Paul Bowles drew his last breath on November 18, 1999, in Tangier. He was one of the greatest figures of the city, one of the last witnesses of the international era that he embodied in his own way, distant and lucid.
He was born in 1910 in New York. After studying at the University of Virginia, he went to Paris in 1929. Gertrude Stein advised him to go to Tangier. He described his state of mind at the time in his autobiography (Memoirs of a Nomad):
“Like any romantic, I was more or less certain that one day I would find a magical place that, by revealing its secrets, would give me wisdom and ecstasy, even death.”
He arrived in Tangier in 1931 by bus, not by sea! Here is how he perceived the city when he arrived:
“If I say that Tangier hit me as a dream city, you have to take the expression in its literal sense. Its topography was rich with typically dreamlike scenes: covered streets like corridors with, on each side, doors opening onto rooms, hidden terraces overlooking the sea, streets that were only stairs, dark dead ends, small squares arranged in steep places, so that one would have said the sets of a ballet drawn in defiance of the laws of perspective, with alleys leaving in all directions. There were also tunnels, ramparts, ruins, dungeons and cliffs, all classic places of the dream world.”

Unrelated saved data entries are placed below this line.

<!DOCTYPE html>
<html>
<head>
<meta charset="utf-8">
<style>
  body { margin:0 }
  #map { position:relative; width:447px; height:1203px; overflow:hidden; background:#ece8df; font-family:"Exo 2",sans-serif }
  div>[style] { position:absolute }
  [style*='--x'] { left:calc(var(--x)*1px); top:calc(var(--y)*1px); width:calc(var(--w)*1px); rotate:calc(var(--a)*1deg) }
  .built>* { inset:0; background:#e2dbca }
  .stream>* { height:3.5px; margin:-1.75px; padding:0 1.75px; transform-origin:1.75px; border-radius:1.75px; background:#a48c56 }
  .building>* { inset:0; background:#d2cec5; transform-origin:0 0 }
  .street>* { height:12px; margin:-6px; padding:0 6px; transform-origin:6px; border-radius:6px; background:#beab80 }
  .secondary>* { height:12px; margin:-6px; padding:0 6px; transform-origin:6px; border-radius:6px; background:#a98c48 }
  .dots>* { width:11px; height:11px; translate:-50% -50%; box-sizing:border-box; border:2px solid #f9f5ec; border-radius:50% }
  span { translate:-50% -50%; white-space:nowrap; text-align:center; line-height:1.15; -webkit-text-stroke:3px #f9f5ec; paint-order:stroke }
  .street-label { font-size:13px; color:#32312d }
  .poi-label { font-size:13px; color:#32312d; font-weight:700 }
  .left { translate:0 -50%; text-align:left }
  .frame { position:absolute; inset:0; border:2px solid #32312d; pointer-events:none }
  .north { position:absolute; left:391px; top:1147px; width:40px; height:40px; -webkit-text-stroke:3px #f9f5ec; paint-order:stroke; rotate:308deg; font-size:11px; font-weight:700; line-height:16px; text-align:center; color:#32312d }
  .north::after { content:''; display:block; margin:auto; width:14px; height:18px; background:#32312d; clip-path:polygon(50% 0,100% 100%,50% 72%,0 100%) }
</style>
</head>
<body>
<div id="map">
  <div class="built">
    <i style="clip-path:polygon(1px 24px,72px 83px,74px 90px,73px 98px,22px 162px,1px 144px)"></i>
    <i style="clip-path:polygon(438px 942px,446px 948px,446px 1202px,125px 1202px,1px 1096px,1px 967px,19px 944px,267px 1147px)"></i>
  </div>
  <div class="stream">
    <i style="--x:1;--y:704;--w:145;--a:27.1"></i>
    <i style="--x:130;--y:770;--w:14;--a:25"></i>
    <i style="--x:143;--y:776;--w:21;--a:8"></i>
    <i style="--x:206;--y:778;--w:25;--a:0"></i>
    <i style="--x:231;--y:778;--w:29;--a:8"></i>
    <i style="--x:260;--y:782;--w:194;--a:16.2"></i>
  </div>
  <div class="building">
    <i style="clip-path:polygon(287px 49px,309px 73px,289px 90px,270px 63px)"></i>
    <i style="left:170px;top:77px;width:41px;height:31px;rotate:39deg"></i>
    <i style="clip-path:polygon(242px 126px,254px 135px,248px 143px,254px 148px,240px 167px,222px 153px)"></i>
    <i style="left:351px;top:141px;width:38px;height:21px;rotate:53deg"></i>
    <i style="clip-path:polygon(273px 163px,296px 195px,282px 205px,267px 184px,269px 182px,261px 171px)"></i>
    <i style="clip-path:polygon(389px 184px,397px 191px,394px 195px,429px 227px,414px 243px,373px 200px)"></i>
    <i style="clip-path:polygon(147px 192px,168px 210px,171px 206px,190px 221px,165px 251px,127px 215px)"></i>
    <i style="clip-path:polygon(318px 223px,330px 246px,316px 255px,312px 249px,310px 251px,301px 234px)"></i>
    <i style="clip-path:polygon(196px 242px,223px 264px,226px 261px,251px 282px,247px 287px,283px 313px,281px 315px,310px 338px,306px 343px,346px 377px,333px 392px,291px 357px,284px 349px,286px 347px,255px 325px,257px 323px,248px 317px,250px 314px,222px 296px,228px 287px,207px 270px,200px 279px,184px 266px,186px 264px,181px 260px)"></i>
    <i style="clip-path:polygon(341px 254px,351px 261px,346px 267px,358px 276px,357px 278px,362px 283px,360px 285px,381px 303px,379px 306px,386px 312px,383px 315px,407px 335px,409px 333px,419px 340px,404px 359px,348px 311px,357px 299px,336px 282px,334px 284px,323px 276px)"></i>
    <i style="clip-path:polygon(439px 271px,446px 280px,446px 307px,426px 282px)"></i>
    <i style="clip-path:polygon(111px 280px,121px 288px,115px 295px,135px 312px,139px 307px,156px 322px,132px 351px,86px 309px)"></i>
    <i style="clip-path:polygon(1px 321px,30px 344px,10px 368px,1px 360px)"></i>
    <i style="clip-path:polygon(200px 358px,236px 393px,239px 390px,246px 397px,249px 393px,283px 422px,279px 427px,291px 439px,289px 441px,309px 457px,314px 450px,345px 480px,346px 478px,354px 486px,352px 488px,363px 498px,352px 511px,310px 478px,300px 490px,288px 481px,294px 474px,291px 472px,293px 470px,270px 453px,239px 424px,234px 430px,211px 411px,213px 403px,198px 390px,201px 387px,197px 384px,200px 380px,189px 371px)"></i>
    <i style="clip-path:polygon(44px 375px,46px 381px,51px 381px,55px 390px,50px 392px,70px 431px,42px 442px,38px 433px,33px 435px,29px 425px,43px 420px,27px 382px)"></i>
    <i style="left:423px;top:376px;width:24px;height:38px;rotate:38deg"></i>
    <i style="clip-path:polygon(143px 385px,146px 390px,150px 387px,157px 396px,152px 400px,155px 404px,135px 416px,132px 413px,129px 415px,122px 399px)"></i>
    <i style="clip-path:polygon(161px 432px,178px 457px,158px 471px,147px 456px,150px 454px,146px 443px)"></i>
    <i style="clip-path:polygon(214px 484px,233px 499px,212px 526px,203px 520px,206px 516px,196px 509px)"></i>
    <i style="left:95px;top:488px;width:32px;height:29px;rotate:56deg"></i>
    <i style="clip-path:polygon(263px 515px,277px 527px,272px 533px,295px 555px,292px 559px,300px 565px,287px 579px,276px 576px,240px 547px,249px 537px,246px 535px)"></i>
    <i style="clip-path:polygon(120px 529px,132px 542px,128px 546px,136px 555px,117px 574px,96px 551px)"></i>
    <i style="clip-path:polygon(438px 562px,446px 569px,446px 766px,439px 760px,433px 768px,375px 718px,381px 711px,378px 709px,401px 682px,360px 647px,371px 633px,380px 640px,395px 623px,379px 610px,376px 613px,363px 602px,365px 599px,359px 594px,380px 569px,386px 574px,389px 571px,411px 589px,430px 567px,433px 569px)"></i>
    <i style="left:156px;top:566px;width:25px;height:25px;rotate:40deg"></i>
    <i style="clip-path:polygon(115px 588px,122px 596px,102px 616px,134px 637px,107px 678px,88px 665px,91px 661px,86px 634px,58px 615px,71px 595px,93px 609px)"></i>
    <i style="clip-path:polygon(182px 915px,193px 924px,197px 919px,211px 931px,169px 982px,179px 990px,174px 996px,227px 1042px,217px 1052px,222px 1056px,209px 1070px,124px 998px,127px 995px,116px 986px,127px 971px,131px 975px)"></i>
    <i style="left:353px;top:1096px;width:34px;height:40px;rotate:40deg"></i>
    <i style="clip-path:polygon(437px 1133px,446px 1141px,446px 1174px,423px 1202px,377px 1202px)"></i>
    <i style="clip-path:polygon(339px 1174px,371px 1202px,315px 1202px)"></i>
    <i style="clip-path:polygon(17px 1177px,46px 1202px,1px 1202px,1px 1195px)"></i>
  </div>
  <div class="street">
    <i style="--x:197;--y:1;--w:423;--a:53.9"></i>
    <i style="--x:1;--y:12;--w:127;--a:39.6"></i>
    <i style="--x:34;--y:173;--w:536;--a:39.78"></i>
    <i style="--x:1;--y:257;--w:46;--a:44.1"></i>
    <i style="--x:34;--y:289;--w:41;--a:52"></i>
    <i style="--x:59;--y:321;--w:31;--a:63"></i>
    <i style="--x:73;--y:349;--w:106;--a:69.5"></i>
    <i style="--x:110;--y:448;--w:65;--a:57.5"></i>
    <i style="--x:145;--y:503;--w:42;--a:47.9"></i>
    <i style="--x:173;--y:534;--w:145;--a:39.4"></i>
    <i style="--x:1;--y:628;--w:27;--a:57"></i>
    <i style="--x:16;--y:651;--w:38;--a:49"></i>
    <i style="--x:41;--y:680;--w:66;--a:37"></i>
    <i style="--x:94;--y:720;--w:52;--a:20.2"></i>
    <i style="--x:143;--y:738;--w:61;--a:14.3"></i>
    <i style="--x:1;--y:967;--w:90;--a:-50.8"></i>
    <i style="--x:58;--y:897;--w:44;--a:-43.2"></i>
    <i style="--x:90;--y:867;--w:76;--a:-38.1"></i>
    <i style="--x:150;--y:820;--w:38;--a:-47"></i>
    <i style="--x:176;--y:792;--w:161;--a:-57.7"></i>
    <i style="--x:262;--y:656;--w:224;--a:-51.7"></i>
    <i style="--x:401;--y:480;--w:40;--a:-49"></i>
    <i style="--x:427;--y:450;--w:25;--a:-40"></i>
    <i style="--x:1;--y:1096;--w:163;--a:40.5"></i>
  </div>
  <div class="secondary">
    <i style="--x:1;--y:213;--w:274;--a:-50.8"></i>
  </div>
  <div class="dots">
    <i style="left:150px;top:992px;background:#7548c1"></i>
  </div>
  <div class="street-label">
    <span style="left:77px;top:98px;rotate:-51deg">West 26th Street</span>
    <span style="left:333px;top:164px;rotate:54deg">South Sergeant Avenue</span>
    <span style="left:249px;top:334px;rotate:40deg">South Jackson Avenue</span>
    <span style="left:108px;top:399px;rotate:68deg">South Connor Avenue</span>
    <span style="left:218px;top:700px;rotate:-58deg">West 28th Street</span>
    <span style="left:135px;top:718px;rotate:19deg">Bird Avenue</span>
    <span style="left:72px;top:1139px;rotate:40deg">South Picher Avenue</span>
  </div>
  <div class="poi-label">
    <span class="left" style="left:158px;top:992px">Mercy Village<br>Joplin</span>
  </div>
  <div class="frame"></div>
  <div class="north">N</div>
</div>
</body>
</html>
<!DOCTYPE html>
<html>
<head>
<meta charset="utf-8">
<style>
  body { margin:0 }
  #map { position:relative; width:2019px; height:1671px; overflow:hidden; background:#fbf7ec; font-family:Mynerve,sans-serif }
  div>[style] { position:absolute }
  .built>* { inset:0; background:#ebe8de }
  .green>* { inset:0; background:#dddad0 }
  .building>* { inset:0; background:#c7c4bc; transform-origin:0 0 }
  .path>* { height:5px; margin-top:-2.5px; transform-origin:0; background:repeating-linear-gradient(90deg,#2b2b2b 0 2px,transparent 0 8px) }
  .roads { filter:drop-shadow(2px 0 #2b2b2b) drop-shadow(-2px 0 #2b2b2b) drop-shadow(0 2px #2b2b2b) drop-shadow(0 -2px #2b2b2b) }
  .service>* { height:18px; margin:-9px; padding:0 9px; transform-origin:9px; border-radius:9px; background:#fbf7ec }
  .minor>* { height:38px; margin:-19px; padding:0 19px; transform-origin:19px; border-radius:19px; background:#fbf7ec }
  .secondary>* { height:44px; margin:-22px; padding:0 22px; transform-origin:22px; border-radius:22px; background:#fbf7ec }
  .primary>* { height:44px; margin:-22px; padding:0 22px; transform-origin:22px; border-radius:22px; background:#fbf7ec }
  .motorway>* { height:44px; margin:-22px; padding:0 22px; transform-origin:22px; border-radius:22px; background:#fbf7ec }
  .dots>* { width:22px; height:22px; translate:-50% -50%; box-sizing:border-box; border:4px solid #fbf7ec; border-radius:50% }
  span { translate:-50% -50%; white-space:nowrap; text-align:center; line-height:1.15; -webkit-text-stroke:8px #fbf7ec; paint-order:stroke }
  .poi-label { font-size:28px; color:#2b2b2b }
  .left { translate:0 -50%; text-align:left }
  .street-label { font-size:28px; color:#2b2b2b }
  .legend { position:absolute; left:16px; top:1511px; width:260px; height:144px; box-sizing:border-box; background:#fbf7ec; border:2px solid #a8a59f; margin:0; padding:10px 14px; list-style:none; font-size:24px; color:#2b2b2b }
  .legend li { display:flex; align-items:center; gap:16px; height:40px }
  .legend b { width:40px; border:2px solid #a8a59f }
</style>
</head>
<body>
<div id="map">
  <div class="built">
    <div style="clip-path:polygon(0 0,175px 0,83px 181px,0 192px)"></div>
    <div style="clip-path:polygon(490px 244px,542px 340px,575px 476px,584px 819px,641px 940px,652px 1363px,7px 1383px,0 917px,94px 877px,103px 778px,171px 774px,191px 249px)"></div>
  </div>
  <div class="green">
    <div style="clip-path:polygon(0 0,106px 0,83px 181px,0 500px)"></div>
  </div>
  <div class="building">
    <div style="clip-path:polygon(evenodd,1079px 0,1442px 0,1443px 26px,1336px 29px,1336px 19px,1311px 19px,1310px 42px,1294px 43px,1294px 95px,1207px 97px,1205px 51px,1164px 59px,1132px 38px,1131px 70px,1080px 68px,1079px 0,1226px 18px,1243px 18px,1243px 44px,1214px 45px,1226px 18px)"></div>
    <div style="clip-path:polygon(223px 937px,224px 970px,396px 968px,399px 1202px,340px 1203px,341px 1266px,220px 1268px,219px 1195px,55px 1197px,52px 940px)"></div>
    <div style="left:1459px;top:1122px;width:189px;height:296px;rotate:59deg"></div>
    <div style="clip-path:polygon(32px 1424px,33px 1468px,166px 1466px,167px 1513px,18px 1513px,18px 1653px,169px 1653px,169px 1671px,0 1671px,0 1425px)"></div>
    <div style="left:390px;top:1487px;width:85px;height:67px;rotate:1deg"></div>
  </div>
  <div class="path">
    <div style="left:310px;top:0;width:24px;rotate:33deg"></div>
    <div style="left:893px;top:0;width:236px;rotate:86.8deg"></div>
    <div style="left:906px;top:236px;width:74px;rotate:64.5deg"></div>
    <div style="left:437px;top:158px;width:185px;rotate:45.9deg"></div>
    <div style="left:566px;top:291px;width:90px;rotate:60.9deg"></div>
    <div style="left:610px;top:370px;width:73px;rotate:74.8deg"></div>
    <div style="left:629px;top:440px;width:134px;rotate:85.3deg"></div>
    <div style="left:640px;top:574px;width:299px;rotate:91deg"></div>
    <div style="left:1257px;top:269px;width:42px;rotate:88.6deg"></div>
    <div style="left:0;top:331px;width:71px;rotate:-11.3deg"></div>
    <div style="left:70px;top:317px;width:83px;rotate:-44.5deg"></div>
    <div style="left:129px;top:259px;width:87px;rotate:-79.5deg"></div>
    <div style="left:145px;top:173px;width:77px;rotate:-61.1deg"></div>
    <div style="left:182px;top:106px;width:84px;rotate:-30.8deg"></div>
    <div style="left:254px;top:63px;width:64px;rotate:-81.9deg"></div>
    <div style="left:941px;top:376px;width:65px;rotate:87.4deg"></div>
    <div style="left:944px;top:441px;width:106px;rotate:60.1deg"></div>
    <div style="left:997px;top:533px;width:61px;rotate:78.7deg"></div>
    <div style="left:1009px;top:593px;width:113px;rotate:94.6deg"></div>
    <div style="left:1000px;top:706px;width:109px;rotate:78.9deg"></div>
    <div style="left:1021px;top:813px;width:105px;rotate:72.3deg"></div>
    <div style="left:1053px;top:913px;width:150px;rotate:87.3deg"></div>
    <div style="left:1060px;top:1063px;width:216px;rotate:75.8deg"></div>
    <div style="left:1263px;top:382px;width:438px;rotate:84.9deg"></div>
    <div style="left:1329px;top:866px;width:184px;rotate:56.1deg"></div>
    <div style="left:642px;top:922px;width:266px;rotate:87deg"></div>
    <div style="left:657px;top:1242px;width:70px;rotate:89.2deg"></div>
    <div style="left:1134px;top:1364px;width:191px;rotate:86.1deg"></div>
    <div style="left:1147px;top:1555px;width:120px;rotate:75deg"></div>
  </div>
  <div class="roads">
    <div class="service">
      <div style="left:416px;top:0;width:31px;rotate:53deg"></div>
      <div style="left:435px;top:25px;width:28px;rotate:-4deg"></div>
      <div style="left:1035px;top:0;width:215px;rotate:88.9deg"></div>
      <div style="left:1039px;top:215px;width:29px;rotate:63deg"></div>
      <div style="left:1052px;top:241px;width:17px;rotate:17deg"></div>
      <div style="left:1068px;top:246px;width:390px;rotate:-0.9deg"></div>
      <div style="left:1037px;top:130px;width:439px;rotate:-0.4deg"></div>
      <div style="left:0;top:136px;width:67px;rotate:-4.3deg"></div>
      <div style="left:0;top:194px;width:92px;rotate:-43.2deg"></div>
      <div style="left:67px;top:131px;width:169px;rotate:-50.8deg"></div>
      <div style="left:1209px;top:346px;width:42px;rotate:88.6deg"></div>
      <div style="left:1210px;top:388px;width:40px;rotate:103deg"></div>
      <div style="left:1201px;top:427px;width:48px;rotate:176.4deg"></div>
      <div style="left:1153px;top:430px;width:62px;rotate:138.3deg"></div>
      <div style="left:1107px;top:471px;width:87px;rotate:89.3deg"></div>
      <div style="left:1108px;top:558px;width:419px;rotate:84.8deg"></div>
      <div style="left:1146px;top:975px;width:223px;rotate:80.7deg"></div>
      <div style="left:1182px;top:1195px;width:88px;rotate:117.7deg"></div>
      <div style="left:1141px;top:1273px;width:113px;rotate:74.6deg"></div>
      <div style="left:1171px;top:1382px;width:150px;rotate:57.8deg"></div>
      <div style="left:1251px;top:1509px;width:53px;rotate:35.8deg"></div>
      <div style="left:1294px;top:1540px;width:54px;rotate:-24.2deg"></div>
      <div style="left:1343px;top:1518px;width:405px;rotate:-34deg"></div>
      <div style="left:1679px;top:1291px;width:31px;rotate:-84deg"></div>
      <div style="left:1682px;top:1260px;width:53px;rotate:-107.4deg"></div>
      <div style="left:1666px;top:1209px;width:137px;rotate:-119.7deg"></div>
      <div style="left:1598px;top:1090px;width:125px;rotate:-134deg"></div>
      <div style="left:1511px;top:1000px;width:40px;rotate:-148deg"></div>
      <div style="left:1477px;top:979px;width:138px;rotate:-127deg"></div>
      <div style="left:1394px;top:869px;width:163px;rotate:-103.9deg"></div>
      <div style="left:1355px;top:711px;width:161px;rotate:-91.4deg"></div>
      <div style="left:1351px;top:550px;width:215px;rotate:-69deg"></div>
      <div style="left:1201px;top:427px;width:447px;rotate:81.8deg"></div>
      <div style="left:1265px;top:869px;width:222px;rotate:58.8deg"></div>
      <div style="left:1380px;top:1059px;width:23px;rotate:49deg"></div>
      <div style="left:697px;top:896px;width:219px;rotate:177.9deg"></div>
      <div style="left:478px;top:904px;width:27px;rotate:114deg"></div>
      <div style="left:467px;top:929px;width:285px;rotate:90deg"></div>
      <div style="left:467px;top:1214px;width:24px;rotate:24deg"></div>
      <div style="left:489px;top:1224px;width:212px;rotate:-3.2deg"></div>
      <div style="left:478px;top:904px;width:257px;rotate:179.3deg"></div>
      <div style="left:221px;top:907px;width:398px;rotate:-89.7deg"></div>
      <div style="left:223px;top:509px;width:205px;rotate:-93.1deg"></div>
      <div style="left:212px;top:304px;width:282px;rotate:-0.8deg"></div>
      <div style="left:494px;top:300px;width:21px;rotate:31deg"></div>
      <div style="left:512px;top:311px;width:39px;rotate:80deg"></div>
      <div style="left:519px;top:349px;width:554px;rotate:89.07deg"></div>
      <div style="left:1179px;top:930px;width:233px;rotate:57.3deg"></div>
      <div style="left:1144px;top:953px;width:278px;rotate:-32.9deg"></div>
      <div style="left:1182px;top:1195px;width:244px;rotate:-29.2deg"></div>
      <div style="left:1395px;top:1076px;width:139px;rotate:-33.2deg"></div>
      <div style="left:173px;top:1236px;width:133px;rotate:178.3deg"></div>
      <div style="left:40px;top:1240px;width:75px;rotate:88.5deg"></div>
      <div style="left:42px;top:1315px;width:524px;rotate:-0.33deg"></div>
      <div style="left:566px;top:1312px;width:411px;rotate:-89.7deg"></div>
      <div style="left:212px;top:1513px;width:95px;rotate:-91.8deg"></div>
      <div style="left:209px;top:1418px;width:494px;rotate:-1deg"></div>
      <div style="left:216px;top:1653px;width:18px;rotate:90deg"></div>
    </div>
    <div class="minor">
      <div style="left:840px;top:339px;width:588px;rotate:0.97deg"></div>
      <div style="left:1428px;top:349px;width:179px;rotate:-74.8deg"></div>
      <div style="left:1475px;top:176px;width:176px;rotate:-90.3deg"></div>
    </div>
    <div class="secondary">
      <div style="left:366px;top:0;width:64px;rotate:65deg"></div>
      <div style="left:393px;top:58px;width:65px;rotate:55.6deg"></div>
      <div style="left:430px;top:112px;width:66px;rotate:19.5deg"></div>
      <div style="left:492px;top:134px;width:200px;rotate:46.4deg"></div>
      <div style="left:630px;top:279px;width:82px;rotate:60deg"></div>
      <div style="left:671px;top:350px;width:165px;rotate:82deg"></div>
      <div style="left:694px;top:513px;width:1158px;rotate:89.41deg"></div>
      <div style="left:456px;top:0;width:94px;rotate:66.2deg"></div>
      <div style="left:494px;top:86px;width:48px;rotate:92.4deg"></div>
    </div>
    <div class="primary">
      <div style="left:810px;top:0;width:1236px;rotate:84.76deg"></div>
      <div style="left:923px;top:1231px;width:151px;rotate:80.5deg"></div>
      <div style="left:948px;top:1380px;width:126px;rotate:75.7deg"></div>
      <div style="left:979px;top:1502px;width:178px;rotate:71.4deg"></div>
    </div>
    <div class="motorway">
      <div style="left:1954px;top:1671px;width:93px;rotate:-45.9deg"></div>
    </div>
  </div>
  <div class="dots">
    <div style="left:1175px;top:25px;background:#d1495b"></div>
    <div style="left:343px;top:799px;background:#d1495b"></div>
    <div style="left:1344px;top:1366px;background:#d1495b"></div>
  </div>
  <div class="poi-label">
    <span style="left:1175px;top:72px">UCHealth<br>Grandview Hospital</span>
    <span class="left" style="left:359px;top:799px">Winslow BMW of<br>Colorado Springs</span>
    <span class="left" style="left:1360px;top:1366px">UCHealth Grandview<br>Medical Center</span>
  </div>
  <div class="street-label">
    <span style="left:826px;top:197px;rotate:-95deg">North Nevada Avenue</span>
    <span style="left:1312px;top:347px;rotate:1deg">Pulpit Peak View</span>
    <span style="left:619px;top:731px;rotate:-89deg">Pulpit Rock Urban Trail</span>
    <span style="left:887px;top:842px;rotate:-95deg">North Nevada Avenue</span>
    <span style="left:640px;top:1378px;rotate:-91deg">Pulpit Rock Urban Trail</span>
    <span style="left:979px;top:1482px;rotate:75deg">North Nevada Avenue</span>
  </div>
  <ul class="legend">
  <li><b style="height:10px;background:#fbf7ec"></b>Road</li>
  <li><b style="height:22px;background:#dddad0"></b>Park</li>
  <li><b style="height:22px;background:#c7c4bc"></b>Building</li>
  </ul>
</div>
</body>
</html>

We understand better why the Anglo-Saxons call Tangier “The Dream City”. Bowles returned to Tangier the following year but returned to the United States. He married Jane Auer in 1937. His final return to Tangier took place in 1947 following a dream:
“In a beautiful late afternoon, I walked slowly through a complex network of galleries. Lying in bed, I reviewed what I had seen in a dream, sorry to have left this wonderful place when waking up when suddenly, I understood with amazement that this magical city really existed. It was Tangier.”
After a successful debut as a composer, Bowles turned to writing leaving an original work, imprinted with a black vision of humanity associated with a cold and detached style. Today, some of his works appear in the program of the Competition of the Professorship of English (CAPES and Aggregation), in France. Bowles’ literary work is often inspired by the same theme: Westerners trying to escape the boredom of their lives by taking refuge in an East (or South) that does not satisfy them and that they even find frightening.
Although having “sponsored” the authors of the “Beat Generation”, Bowles was never one of them.
In addition to his literary and musical work, Paul Bowles leaves us a pioneering work on traditional Moroccan music that he went to record with his tape recorder in 1959, long before the fashion of “World Music”. These recordings, kept by the US Library of Congress, should be reissued.
In the cinema, in addition to his participation in the film “Senso” by Lucchino Visconti, he makes an appearance in the role of the narrator in the adaptation of “Un thé au Sahara” by Bernardo Bertolucci.
At the end of his life, Bowles became a “tourist” subject, he who defined himself as a traveler and not a tourist. In his autobiography, he said:
“Even today (ndw 1972), (…) the image of Tangier remains almost unchanged. People always come here dreaming of immersing themselves in the atmosphere of excess and prodigality that prevailed here in the forties; sometimes they even claim that the dream has come true.”
Roberta Bosca asked him in 1994 to describe the Tangier he loves:
“… watching Tangier from afar is a good way to beautify it and erase its flaws. Years ago, as soon as we arrived in Tangier, we felt literally hypnotized by the intense brightness. A light always moving, warm and soft when blowing desert winds, hard and melancholic when subjected to the influence of the ocean. The hypnosis disappeared, everyone was quickly taken by the intoxication of freedom. A freedom that turned into a prison for those who could not resist the call of the Kif, the hashish of the Atlas.
When I arrived in Tangier sixty years ago, people rode on donkeys; twice a week, camels brought supplies of wood and coal to the medina. On Thursday and Sunday, when the camels arrived, we celebrated. Joy and carelessness spontaneously arose in the Grand Souk Square. A place that by its colors, its musicians and its entertainers, resembled the Djema El Fna square of Marrakech.
(…) Now, for years I have not been to the medina and I have never lived there, too many people and dirt. I go back to the café Hafa. It is on its terrace that I continue to dream. Time has transformed everything except this place. Secret and silent, the Hafa coffee remained as before, magical. Generation after generation, this is where chess players, poets, writers, artists meet. And, installed on the old straw mats, they still surrender to the sweet illusions of the Kif.”
(in “La ville des mille et une lumières”. (in: Ailleurs, April 1994; n°1; pages 96 to 117).
Paul Bowles discovered Tangier, explored its facets and loved it intimately. His name will remain associated with the city.